Your clothes did not wear out and your feet did not swell during these forty years.Okay, God. Got it. Loud and clear. Thank you. I mean, come on. He couldn't have simplified it much more for little old doubting me, could he? The issue of raising the funds has been of concern to many. I posted about it earlier, here. I've simply turned it over to the Lord.
There are some who think what I am doing doesn't make sense, some who think it is impossible, and some who think both. I read the below in Kisses from Katie by Katie Davis. You should read it.
I marveled with God at the "impossible" things that happen in my life. And I realized, when have you ever read a story of God's great work that made a lot of sense, a story that didn't seem a little over the top, a little impossible? Not often. Radical, extraordinary love just doesn't make sense in a fallen world; that doesn't mean it can't happen. But it is the very nature of God.
Moses parted the Red Sea, and I bet people thought, "No way this is happening!" Noah spent 120 years building an ark and I bet people thought he was crazy. Joshua went to Jericho, God told him to march around the city once each day for six days and seven times on the seventh day with seven priests blowing trumpets made of rams' horns. I bet Joshua didn't think that made much sense. I bet Abraham didn't think it made a whole lot of sense when God asked him to kill the son through whom he had promised to send nations. Jesus told his disciples to pass out five loaves of bread and two fishes to over five thousand people and I bet they looked at Him like He was crazy! Later, Jesus told Peter to walk to Him on the water through a storm and I know that Peter was afraid.I'm not a doctor, a teacher, or a preacher. I'm not a writer, a great photographer, or bilingual.
We read these stories and think they are awesome examples of God's amazing power and love and yet sometimes we don't really believe they could still be possible.
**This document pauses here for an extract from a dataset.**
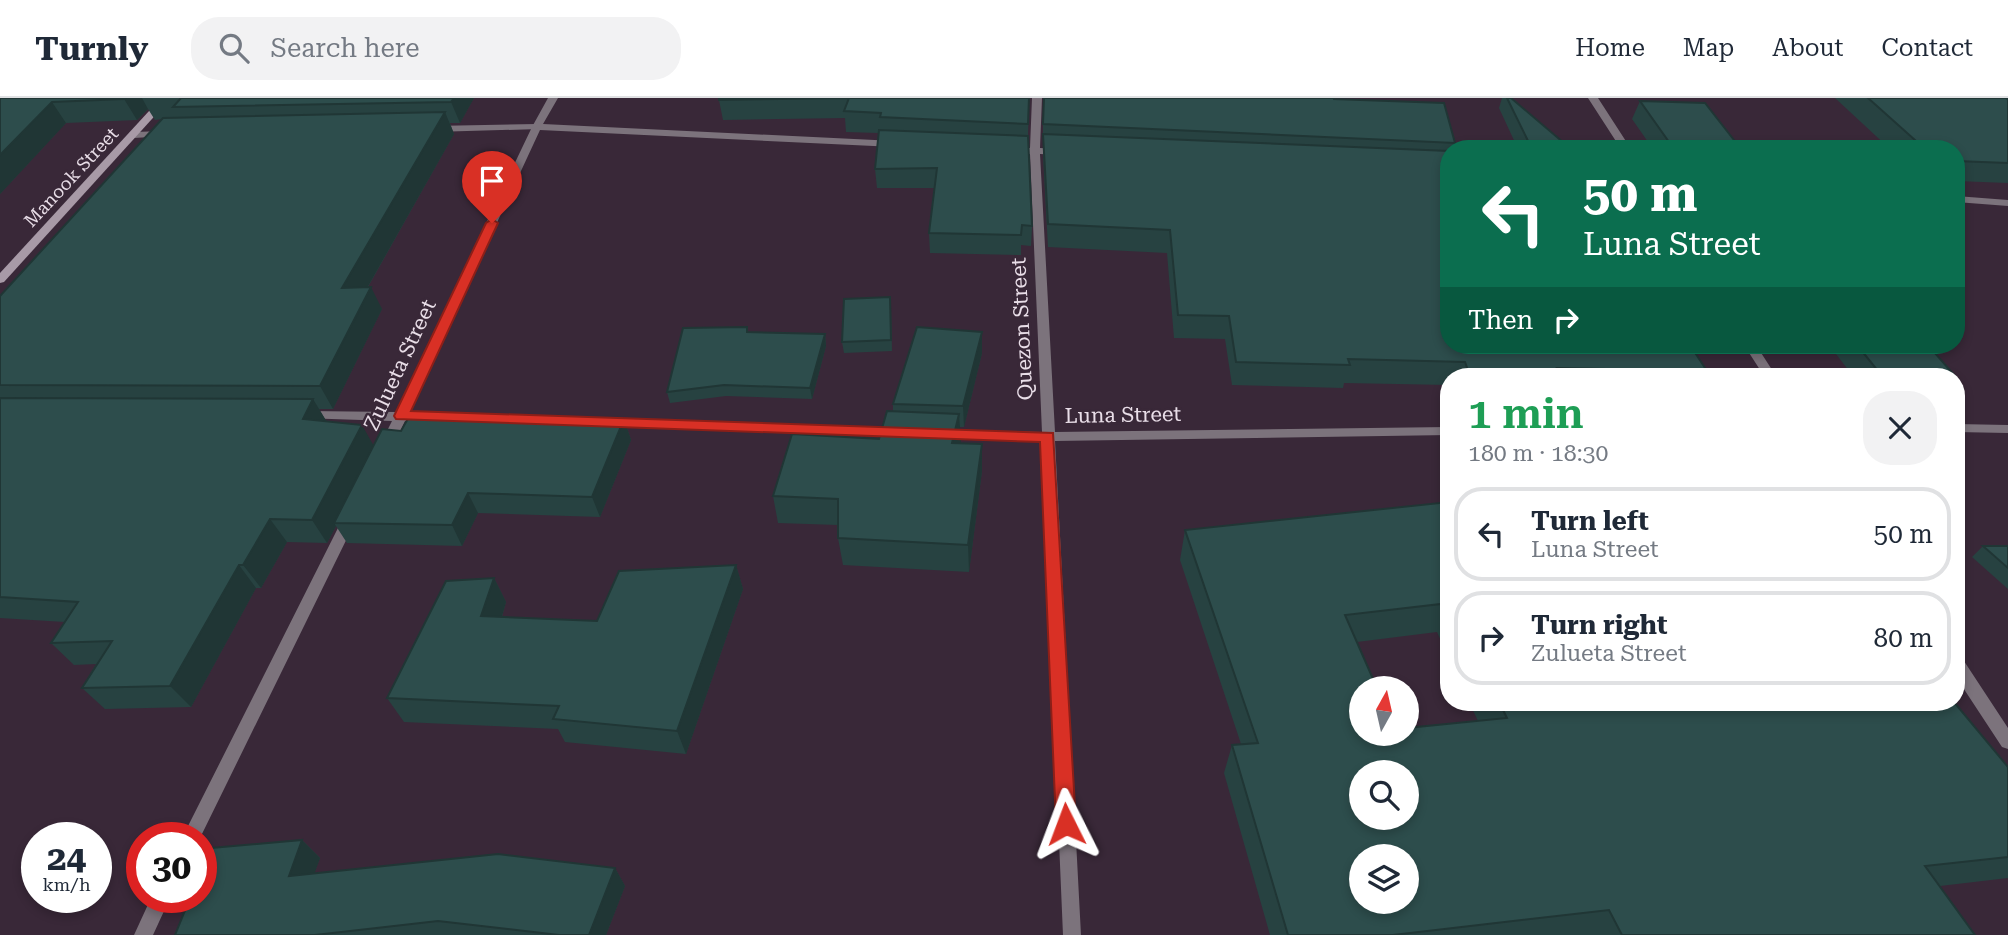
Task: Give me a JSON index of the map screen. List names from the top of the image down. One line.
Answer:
{"streets":{"main road":["Manook Street"],"street":["Quezon Street","Zulueta Street","Luna Street"]},"crossings":[["Quezon Street","Luna Street"]],"north":"top","page":{"header":"Turnly","search":"Search here","nav":["Home","Map","About","Contact"],"turn":["50 m","Luna Street"],"then":"Then","heading":["1 min","180 m · 18:30"],"list":[{"name":"Turn left","note":"Luna Street","value":"50 m"},{"name":"Turn right","note":"Zulueta Street","value":"80 m"}],"speed":"24 km/h","limit":"30"}}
We think that maybe Moses, Abraham, Joshua, Noah, or the disciples had something we don't. But I don't think that is true; God is the same yesterday, today, and always. And we are all created in His image. This means that all these impossible things could just as easily happen for us too! Radical, different, extraordinary. . . They still exist!
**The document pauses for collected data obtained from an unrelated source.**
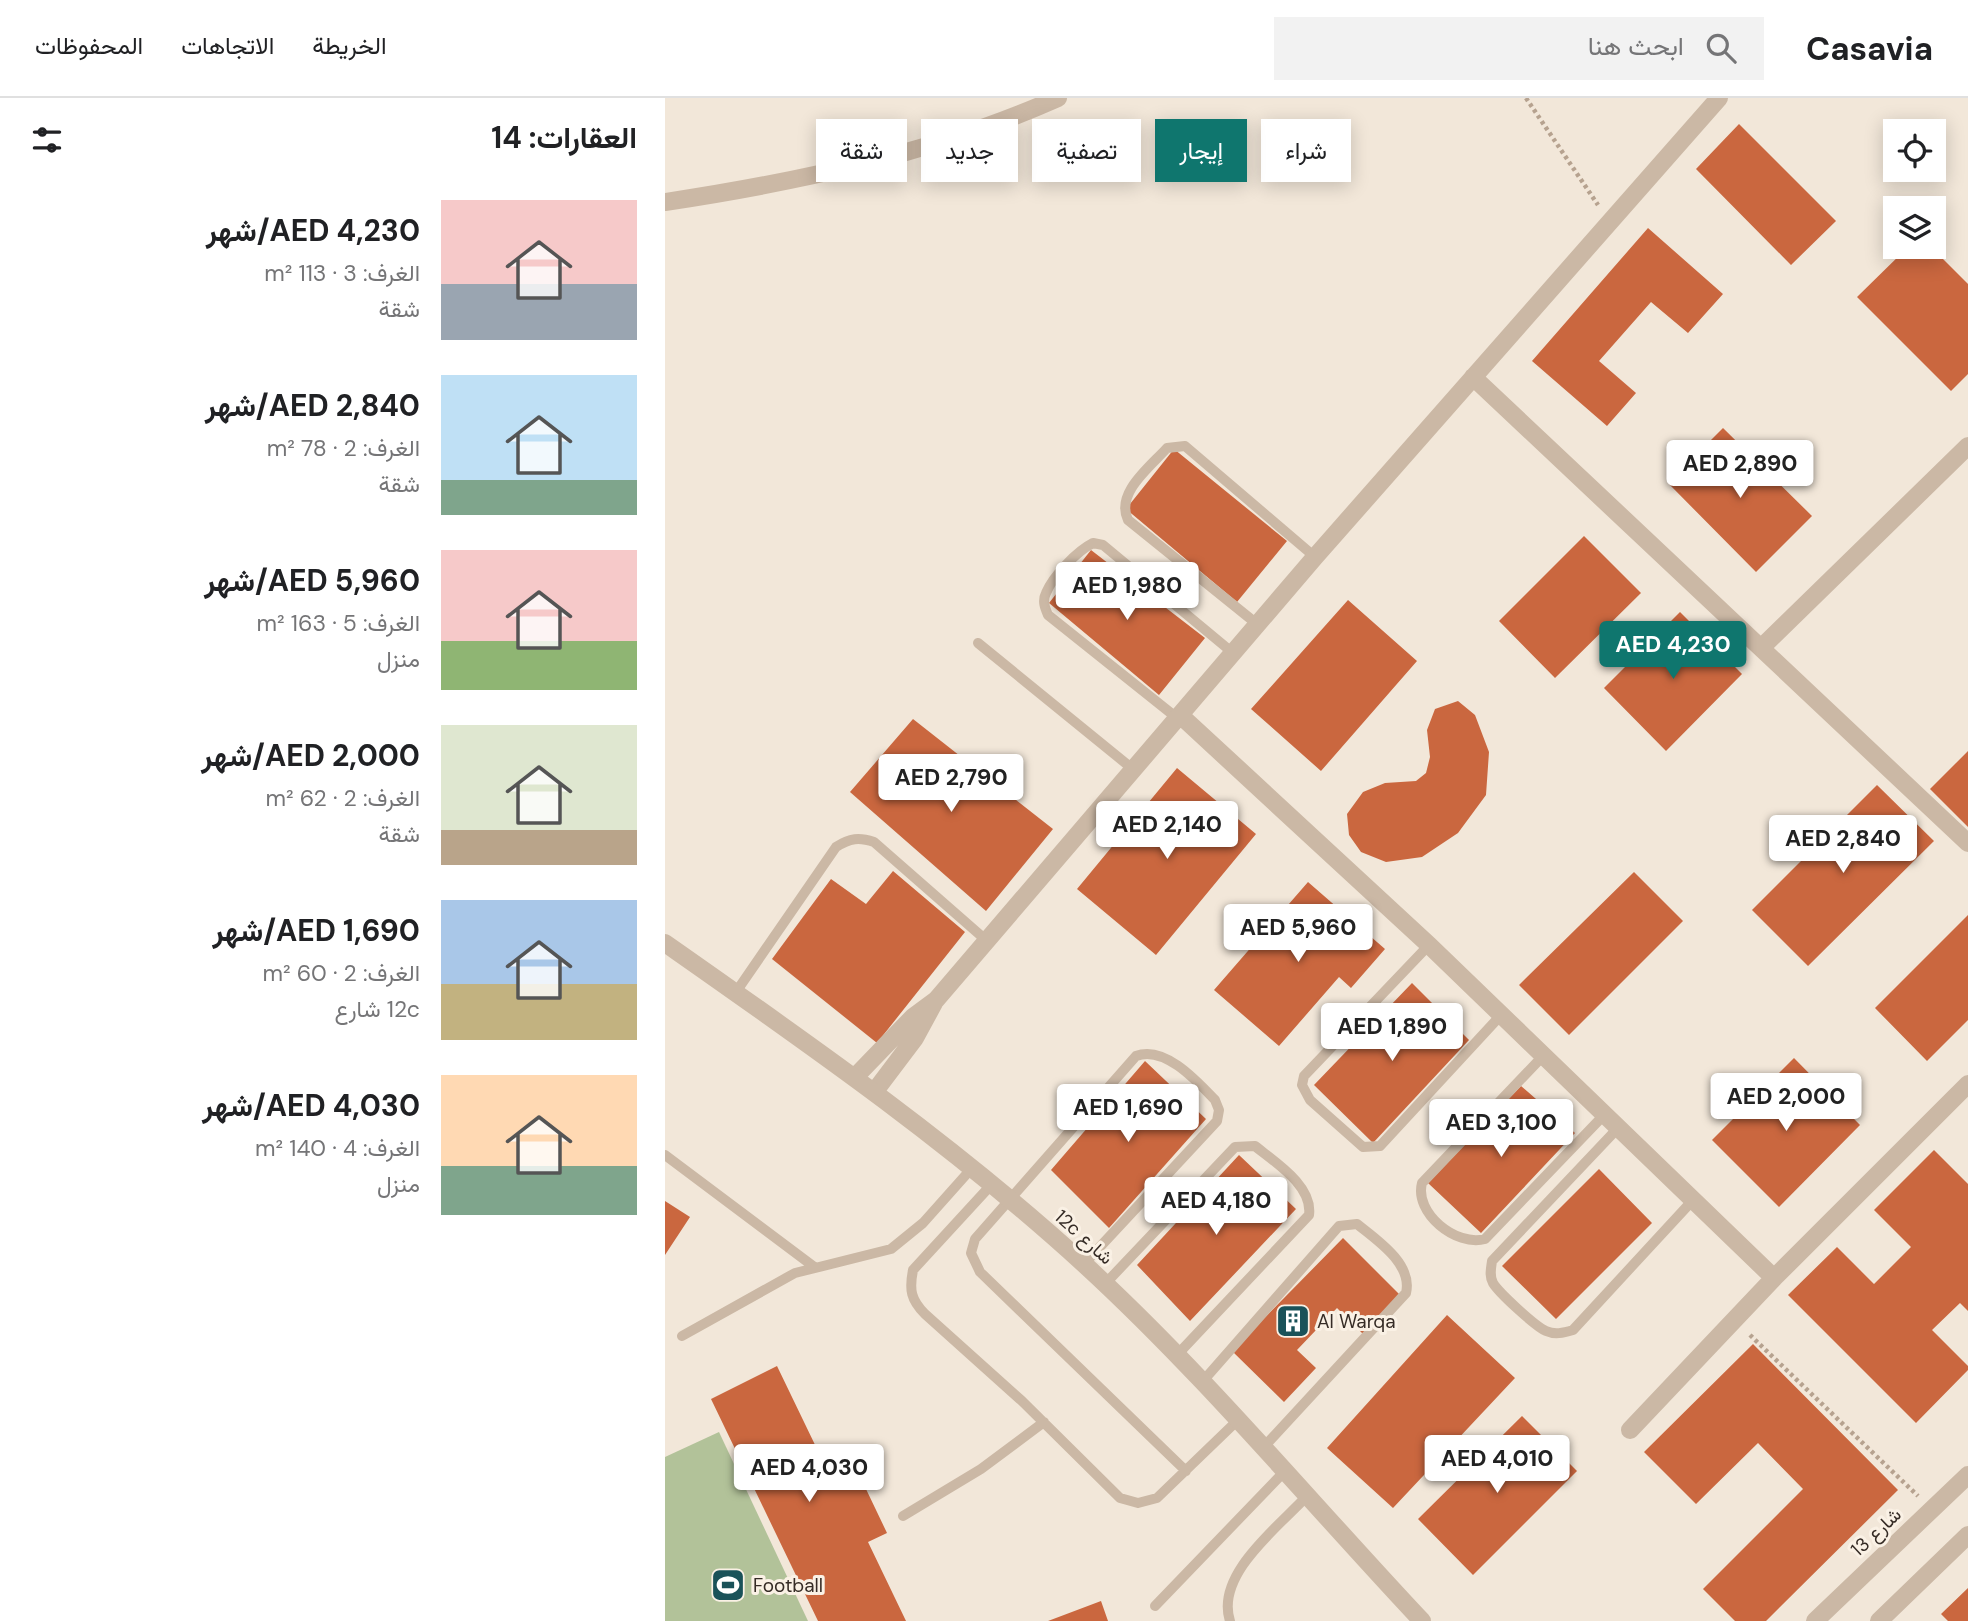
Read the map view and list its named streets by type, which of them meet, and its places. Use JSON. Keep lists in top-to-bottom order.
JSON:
{
  "streets": {
    "street": ["12c شارع", "شارع 13"]
  },
  "places": {
    "building": ["Al Warqa"],
    "sports": ["Football"]
  },
  "page": {
    "header": "Casavia",
    "search": "ابحث هنا",
    "nav": ["الخريطة", "الاتجاهات", "المحفوظات"],
    "heading": "العقارات: 14",
    "chip": [
      "شراء",
      "إيجار",
      "تصفية",
      "جديد",
      "شقة"
    ],
    "list": [
      {
        "name": "AED 4,230/شهر",
        "note": "الغرف: 3 · 113 m² · شقة"
      },
      {
        "name": "AED 2,840/شهر",
        "note": "الغرف: 2 · 78 m² · شقة"
      },
      {
        "name": "AED 5,960/شهر",
        "note": "الغرف: 5 · 163 m² · منزل"
      },
      {
        "name": "AED 2,000/شهر",
        "note": "الغرف: 2 · 62 m² · شقة"
      },
      {
        "name": "AED 1,690/شهر",
        "note": "الغرف: 2 · 60 m² · 12c شارع"
      },
      {
        "name": "AED 4,030/شهر",
        "note": "الغرف: 4 · 140 m² · منزل"
      }
    ],
    "price": [
      "AED 2,890",
      "AED 1,980",
      "AED 4,230",
      "AED 2,790",
      "AED 2,140",
      "AED 2,840",
      "AED 5,960",
      "AED 1,890",
      "AED 2,000",
      "AED 1,690",
      "AED 3,100",
      "AED 4,180",
      "AED 4,010",
      "AED 4,030"
    ]
  }
}
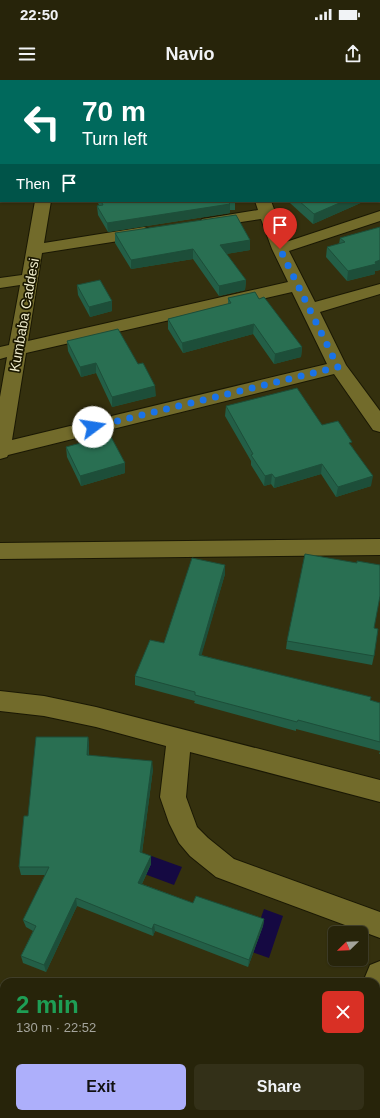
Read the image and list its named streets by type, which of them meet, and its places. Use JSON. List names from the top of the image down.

Here is the thing: I want big things from God. We want big things from God and then think it's strange when he asks us to build an ark, or feed five thousand, or march around a building for seven days with seven priests blowing trumpets made from rams' horns. I am asking for big things from God... I serve the God who used Moses, a murderer, to part the Red Sea; a God who let Peter, who would deny Him, walk on water. A God who looks at me, in all my fallen weakness and says, "You can do the impossible."
I am a daughter of the King who has been called to be the hands and feet of Jesus. I can love anyone. In any language. And I am willing.